Cassandra Configuration

Single Region, Dual AZ

The diagram below shows the initial system configuration for a cluster deployed across two availability zones (AZ) in the US-East region of AWS.

Multi-AZ Cassandra

We  configured Cassandra to use multiple DataCenters with each AZ being in one DC. The replication factor was set to 3. Cassandra ensures that at least one replica of each partition will reside across the two data centers.

Thus the dual AZs provide some protection against failures –  if one AZ went down, the database would still be up. 

But what happens if the entire US-East Region became unavailable? An always-on database that is accessed from anywhere in the country should be able to survive a full region failure (or most likely network failure to the region).
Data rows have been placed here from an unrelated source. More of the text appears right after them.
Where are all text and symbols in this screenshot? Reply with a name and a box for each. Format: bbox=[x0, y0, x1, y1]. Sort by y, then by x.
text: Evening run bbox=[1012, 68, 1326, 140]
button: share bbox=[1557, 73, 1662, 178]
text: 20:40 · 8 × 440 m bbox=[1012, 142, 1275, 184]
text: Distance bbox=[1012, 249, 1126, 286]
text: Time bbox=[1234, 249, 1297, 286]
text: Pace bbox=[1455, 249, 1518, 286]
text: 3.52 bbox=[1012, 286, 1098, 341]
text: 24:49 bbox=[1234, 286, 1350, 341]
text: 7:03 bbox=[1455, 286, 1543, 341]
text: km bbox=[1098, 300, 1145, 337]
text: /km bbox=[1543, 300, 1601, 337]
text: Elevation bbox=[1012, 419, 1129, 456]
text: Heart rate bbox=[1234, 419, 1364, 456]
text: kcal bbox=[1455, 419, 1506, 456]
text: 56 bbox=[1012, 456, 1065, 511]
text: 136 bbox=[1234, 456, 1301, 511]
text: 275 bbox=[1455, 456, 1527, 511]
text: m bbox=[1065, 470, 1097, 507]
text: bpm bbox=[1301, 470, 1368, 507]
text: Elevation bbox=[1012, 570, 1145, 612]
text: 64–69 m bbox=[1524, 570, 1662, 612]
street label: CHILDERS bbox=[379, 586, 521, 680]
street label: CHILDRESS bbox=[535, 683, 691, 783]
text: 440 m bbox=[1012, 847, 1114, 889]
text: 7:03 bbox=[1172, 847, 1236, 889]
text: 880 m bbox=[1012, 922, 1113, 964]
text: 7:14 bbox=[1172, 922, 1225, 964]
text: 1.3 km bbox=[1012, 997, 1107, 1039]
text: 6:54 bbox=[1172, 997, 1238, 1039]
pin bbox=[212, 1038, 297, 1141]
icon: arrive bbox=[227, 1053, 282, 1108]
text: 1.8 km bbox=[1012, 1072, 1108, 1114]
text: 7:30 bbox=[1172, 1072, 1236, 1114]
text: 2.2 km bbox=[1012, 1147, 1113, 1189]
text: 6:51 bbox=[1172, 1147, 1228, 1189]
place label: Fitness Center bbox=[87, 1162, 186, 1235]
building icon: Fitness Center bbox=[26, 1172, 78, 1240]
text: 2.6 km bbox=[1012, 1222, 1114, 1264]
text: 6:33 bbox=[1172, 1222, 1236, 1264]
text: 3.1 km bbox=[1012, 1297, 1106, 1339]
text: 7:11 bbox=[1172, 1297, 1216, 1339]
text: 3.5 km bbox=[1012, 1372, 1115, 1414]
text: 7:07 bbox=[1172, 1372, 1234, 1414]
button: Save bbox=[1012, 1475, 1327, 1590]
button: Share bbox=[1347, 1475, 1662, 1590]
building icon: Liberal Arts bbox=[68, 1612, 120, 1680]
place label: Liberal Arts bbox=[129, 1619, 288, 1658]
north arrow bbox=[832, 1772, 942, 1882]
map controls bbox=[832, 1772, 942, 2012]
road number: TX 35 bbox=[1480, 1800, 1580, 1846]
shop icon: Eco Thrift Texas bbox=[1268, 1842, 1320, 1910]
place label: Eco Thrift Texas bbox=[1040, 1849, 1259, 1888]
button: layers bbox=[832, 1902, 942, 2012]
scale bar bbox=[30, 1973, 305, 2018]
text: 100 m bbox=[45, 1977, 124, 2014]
Cassandra Failover using Multi-Region, Multi-AZ

We modified the above configuration for protection against region failure but without adding any additional nodes. In future, we can enhance it with additional nodes as required. The beauty of Cassandra is that you do not have to over-provision infrastructure – nodes can be added dynamically without stopping operations (albeit carefully!)

Shown below is the multi-region configuration. The definition of the DC was changed. We still use 2 DCs but now all 4 nodes in US-East are in a single DC while the 2 nodes in US-West are in the second DC.

Client Configuration

Contact Points

In a Multi-DC configuration, it is important to ensure that clients are connecting to the “local” DC by default. You do this by using a load balancing policy that is both token-aware and DC-aware. For example, if a web application is running in US-East, you want it to access the Cassandra nodes in the US-East DC. This will ensure that it doesn’t suffer from latency by going across the country in its default mode. You can specify the “contact points”  for the client to connect to as well – it is a good idea to specify at least one node in each DC. An example to do this programmatically is shown below:

Cluster cluster = Cluster.builder()
    .addContactPoint(new InetSocketAddress("1.2.3.4", 9042))
    .addContactPoint(new InetSocketAddress("5.6.7.8", 9042))
.withLoadBalancingPolicy(new TokenAwarePolicy(
new DCAwareRoundRobinPolicy(localDC,
usedHostsPerRemoteDC, allowRemoteDCsForLocalConsistencyLevel
)))
    .build();

These settings can also be configured in the application.conf file. See the Java Driver documentation for details.

Consistency Level

The default Consistency Level in Cassandra is ONE i.e. when a query reads or writes a partition, it is sufficient for one of the replicas to acknowledge the query. This level is insufficient for most non-trivial applications; especially not for applications deploying across multiple data centers that require high availability.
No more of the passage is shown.